I lavoratori della logistica sono circa 400.000, in prevalenza immigrati con storie di sfruttamento ai limiti dell’umana tollerabilità come quegli egiziani a cui la cooperativa che li aveva assunti a tempo determinato affittava anche la casa. “Alla scadenza del contratto la cooperativa impone un taglio della paga mensile e un allungarsi dei tempi di lavoro” così che essi sono stati costretti ad accettare il contratto peggiorativo, ma hanno denunciato l’azienda per caporalato. Le cose non si presentano meglio nel campo dei servizi pubblici; a testimoniare la situazione viene citato il caso estremo dei giovani che da più di cinque anni lavorano presso la Biblioteca nazionale di Roma senza esser neppure lavoratori dipendenti e venendo retribuiti con gli scontrini del bar: ufficialmente infatti si tratta di volontari di un’associazione denominata AVACA. Oppure, ancora, lo scontro sull’individuazione del contratto di lavoro di riferimento delle lavoratrici e dei lavoratori che garantiscono la fruizione turistica della reggia di Venaria vicino Torino, con la decisone della CoopCulture vincitrice del nuovo bando di applicare il contratto Multiservizi invece di quello Federcultura più vantaggioso per i dipendenti. Frontale è l’opposizione di principio dell’autrice all’alternanza scuola-lavoro che viene considerata un semplice alibi per fornire lavoro gratuito alle aziende. Giudizio eccessivamente tranchant, in realtà, aldilà degli indubbi errori compiuti nell’applicazione della misura con l’approvazione di progetti del tutto privi di contenuto formativo. 

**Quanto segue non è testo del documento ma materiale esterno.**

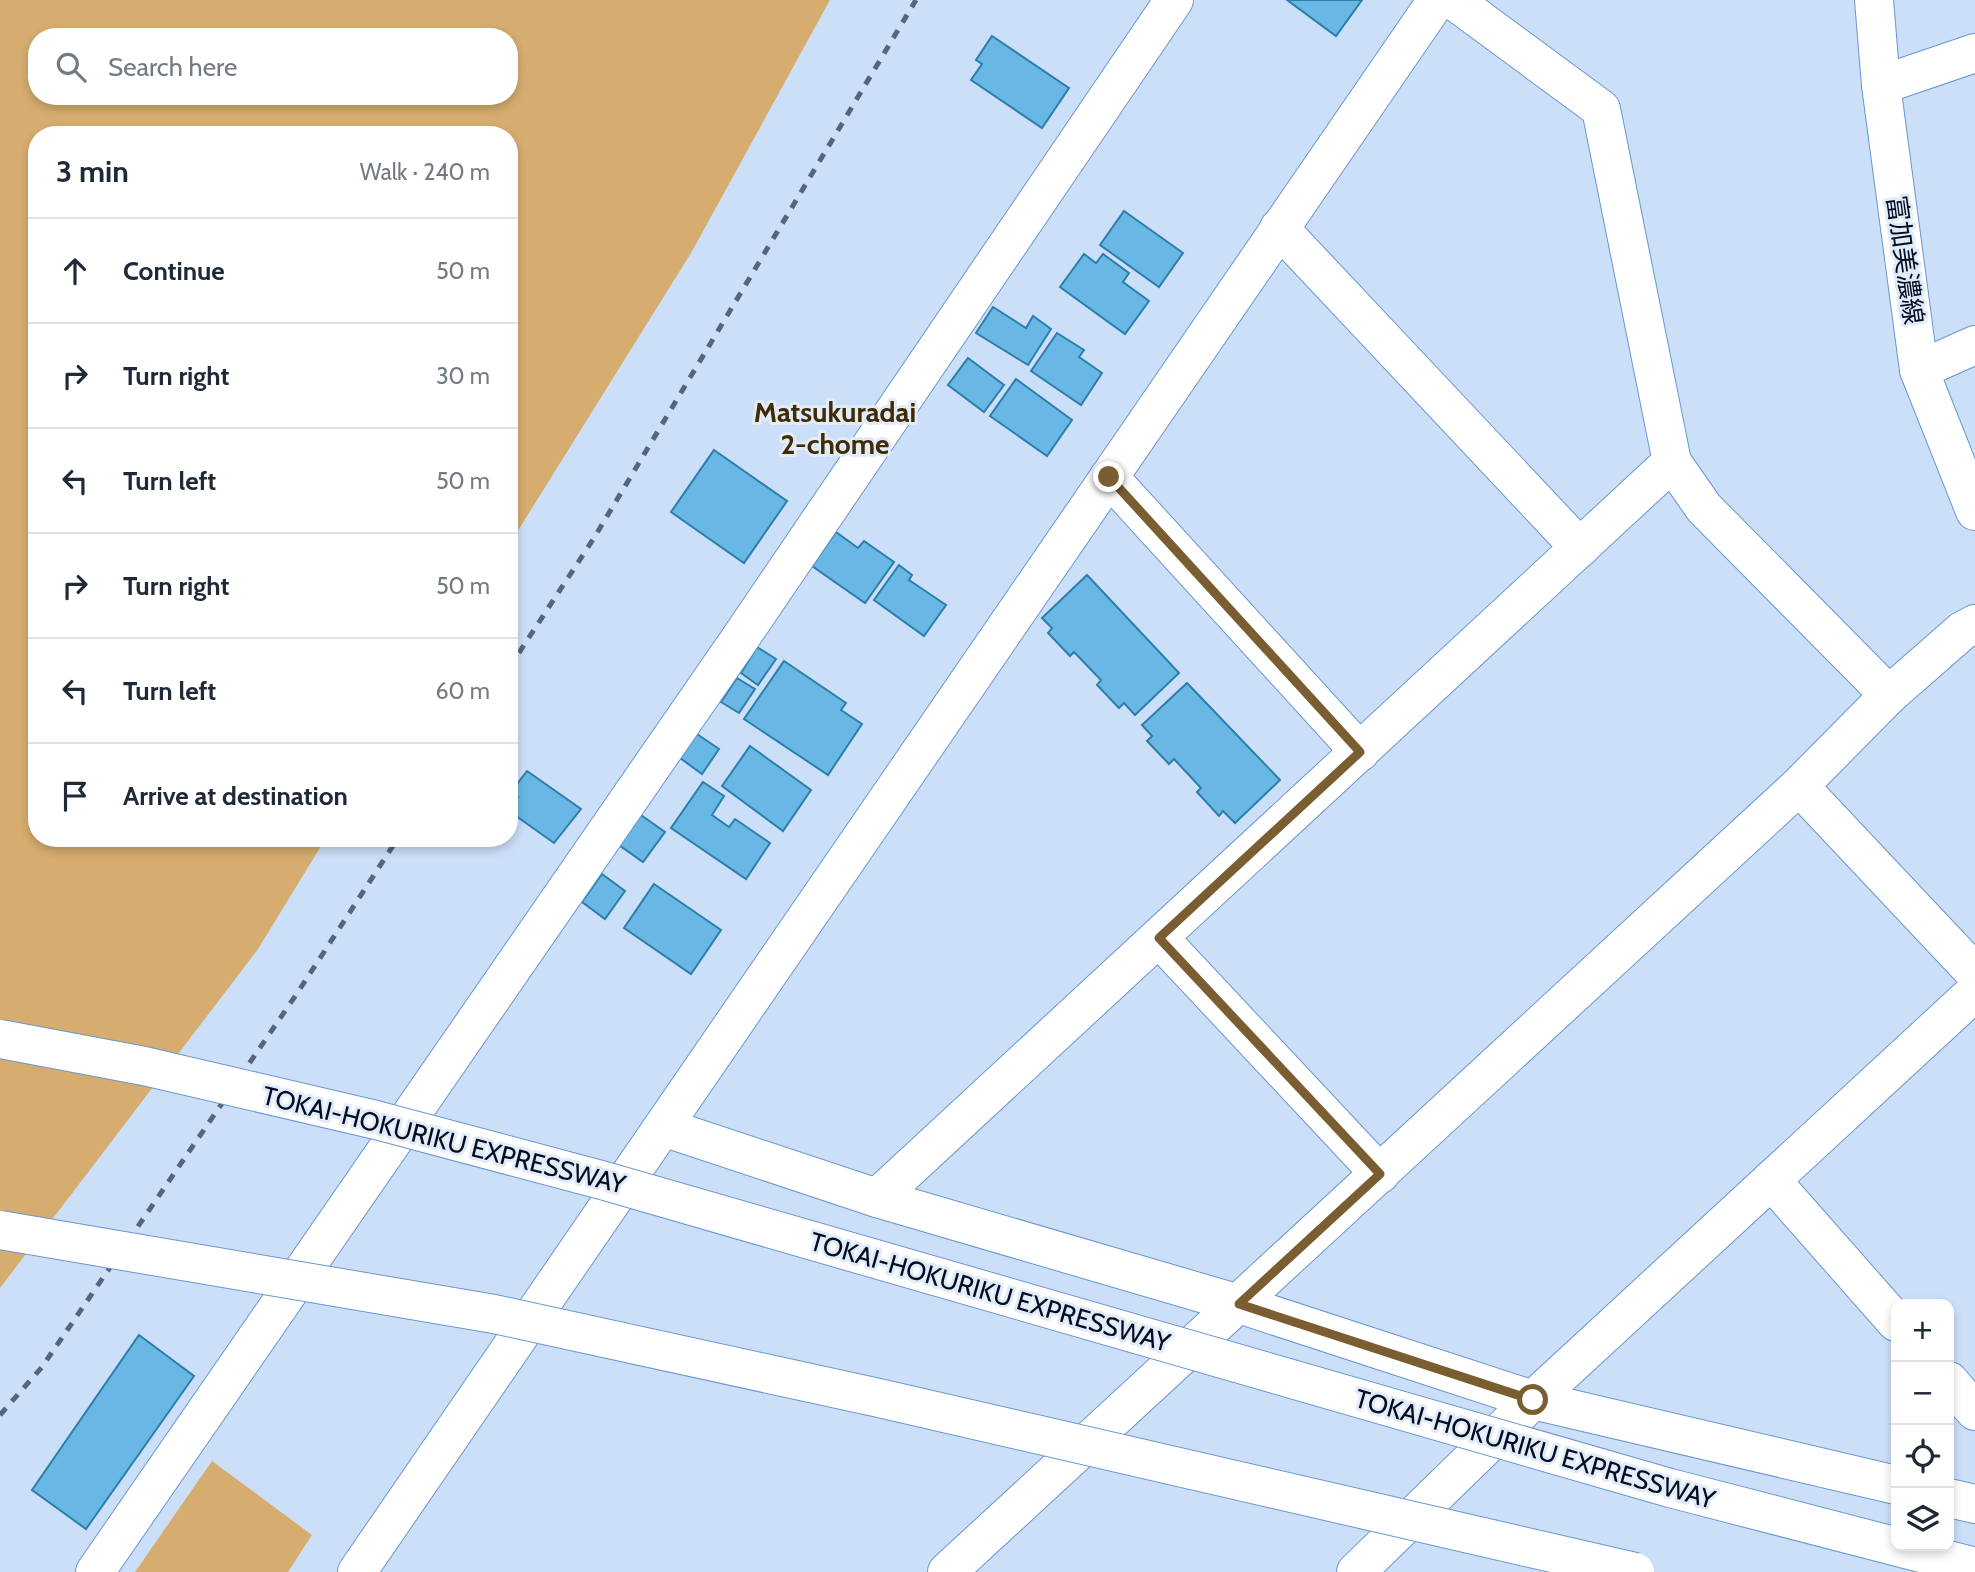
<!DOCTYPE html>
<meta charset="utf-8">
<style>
:root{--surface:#fff;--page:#f2f2f3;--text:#1f2937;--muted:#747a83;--line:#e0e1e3}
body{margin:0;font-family:Cabin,"Noto Sans JP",sans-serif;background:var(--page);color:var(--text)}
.controls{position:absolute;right:21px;bottom:21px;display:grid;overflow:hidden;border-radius:14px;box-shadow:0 4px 10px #0003}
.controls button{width:63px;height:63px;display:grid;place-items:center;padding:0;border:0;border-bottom:2px solid var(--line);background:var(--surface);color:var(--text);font:35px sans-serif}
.stop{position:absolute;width:21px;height:21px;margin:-16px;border:5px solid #7a5d31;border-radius:50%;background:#fff}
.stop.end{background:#7a5d31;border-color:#fff;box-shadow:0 2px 7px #0008}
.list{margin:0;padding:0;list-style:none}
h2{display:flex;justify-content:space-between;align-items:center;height:91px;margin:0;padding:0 28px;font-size:30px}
h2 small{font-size:23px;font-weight:400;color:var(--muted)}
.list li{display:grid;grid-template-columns:46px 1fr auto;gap:21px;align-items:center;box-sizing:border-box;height:105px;padding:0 28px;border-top:2px solid var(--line)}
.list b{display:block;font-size:26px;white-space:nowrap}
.list em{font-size:23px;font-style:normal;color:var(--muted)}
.icon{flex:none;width:38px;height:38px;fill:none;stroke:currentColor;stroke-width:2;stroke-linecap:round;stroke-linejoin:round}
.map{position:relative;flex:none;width:1975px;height:1572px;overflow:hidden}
.search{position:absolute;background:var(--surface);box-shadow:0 4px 10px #0003;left:28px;top:28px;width:490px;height:77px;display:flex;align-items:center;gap:18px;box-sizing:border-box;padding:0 24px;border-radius:28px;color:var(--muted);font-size:26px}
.panel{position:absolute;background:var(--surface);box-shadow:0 4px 10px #0003;left:28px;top:126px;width:490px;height:721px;border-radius:28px}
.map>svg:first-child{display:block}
.green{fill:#d6ad6f;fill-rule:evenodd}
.building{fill:#69b7e5;stroke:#2d7eaa;stroke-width:2}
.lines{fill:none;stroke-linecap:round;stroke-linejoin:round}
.minor-casing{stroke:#6a96d2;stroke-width:40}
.major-casing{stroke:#6a96d2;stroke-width:40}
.minor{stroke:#fff;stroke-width:38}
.major{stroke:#fff;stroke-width:38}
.rail{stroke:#56657d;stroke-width:5;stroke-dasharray:9 9;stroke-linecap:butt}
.highway-bridge-casing{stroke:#6a96d2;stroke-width:40;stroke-linecap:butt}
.highway-bridge{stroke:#fff;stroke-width:38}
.route{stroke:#7a5d31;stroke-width:9}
.labels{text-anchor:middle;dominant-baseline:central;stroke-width:6;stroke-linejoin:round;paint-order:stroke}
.street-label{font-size:26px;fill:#010d23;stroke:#e2ebf8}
.neighbourhood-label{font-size:28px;font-weight:bold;fill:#412b05;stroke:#e2ebf8}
</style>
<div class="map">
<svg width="1975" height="1572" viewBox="0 0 1975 1572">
<rect width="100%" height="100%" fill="#ccdff9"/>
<g class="green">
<path d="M0 0H830L691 253 509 545V135H37V838H326L258 949 0 1288ZM37 37H509V96H37Z"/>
<polygon points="212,1461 312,1535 288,1572 135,1572"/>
</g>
<g class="building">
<polygon points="1287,0 1362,0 1336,36"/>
<polygon points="992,36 1069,88 1042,128 971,80 982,64 976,60"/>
<polygon points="1124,211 1183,253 1159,287 1100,245"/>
<polygon points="1084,254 1096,263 1103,254 1129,273 1123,282 1149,301 1125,334 1060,287"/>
<polygon points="993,307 1026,328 1033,316 1051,329 1028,365 976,333"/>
<polygon points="1057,333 1084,350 1079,357 1102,373 1081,405 1031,371"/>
<polygon points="968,358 1004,385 984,412 948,385"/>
<polygon points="1016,379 1072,420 1047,456 990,416"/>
<polygon points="714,450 787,501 744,563 671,512"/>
<polygon points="836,532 858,548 864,541 894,562 865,603 812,566"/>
<polygon points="899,565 912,575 909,580 946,605 924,636 874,600"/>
<polygon points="1087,575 1179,673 1135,715 1124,703 1119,708 1097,685 1101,680 1074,652 1070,656 1048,633 1052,628 1042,618"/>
<polygon points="757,647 776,659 758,685 741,673"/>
<polygon points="784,661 846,703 841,710 862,724 828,775 744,719"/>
<polygon points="737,678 755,689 739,713 721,702"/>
<polygon points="1187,683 1280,780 1235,823 1223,811 1219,816 1197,792 1201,788 1174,759 1169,764 1147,741 1152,736 1142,725"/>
<polygon points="697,734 719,749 702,774 680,758"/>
<polygon points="750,746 811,790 783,831 722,786"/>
<polygon points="527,771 581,809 554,843 509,811 518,797 511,792"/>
<polygon points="703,782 724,796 712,815 729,827 735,819 770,843 746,879 671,828"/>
<polygon points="638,813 665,832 643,862 616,843"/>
<polygon points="602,874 625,891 605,919 582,902"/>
<polygon points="654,884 721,930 691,974 624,928"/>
<polygon points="139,1335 194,1376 86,1529 32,1490"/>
</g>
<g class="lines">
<defs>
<g id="minor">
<polyline points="1453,0 1601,109 1672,462 1704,508 1889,695"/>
<polyline points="1881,85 1975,53"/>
<polyline points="1279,228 1580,548"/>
<polyline points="1919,370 1975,345"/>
<polyline points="1109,477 1360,752"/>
<polyline points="1799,786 1975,973"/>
<polyline points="1159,938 1380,1174"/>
<polyline points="666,1128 877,1198 1239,1304 1533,1400 1896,1485"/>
<polyline points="1771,1180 1896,1322"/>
<polyline points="877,1198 1672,462"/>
<polyline points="1949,1381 1975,1411"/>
<polyline points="1949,1498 1975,1504"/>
<polyline points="95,1572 737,643 1174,0"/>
<path d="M357 1572C720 1050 1074 522 1437 0"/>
<polyline points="947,1572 1799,786 1889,695 1962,631 1975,624"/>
<polyline points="1356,1572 1533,1400 1975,992"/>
</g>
<polyline id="major" points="1874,0 1881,85 1919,370 1975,511"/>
</defs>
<use href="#minor" class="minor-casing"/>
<use href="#major" class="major-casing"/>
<use href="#minor" class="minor"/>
<use href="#major" class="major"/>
<g class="rail">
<polyline points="509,668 594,538 916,0"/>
<polyline points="0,1415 42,1367 298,992 398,838"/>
</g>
<defs>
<g id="highway-bridge">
<polyline points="0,1039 144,1066 376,1120 605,1181 1670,1488 1975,1567"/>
<polyline points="0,1230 494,1314 879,1398 1635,1572"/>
</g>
</defs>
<use href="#highway-bridge" class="highway-bridge-casing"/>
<use href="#highway-bridge" class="highway-bridge"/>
</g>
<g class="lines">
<polyline class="route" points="1109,477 1360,752 1159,938 1380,1174 1239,1304 1533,1400"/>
</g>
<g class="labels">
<g class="street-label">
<text transform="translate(1905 260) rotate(82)">富加美濃線</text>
<text transform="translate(444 1140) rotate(14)">TOKAI-HOKURIKU EXPRESSWAY</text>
<text transform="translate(990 1292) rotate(16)">TOKAI-HOKURIKU EXPRESSWAY</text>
<text transform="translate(1535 1449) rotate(16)">TOKAI-HOKURIKU EXPRESSWAY</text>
</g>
<g class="neighbourhood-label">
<text x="835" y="412">Matsukuradai<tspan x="835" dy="32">2-chome</tspan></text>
</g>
</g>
</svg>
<div class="controls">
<button>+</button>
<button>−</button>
<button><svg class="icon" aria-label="locate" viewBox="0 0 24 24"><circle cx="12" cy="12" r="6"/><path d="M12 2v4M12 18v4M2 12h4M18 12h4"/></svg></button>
<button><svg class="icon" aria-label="layers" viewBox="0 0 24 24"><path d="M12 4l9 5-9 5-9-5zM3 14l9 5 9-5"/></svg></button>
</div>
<div class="stop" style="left:1533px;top:1400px"></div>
<div class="stop end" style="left:1109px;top:477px"></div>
<div class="search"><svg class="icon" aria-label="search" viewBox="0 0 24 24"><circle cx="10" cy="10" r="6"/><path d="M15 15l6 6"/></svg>Search here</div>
<section class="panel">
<h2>3 min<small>Walk · 240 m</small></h2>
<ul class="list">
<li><svg class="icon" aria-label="ahead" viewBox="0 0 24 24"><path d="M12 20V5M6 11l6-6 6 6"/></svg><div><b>Continue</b></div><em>50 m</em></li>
<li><svg class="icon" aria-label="right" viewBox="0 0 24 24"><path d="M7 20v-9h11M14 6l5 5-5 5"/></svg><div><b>Turn right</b></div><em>30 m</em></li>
<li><svg class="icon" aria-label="left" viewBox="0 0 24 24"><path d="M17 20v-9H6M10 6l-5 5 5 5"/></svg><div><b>Turn left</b></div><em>50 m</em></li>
<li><svg class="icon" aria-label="right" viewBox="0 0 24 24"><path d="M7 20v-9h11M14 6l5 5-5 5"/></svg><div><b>Turn right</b></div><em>50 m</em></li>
<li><svg class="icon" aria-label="left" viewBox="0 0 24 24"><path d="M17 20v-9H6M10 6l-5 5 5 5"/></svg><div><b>Turn left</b></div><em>60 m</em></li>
<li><svg class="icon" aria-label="arrive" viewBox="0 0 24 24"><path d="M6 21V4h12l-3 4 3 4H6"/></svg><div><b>Arrive at destination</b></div></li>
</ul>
</section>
</div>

È auspicabile la diffusione di studi sulla realtà del lavoro nell’Italia odierna che è stata investita dalla crescita del lavoro povero e dalla messa in discussione di conquiste fondamentali del mondo del lavoro e vede almeno due generazioni colpite da una precarietà divenuta ormai esistenziale. Tuttavia il libro, nella sua oscillazione tra il saggio economico ed il pamphlet politico, finisce per chiudersi in un rigido schema ideologico che non aiuta ad individuare le soluzioni. Infatti l’impianto politico del testo, nonostante le citazioni di Bruno Trentin, appare vicino al recinto del sindacalismo autonomo di cui mutua alcune proposte: dal lavorare meno per lavorare tutti, alla rinazionalizzazione dell’industria ferroviaria e degli autobus, al salario minimo imposto per legge. Per finire mi permetto di segnalare un piccolo errore: Antonio Lettieri di cui è citata una bella frase a pag.153, non è mai stato in Cisl, anche se oggi dirige insieme a Pierre Carniti la rivista on line Eguaglianza e libertà: fu segretario confederale della Cgil per la quale seguì a lungo la politica internazionale e—soprattutto- fu per diversi anni il capo della sinistra interna.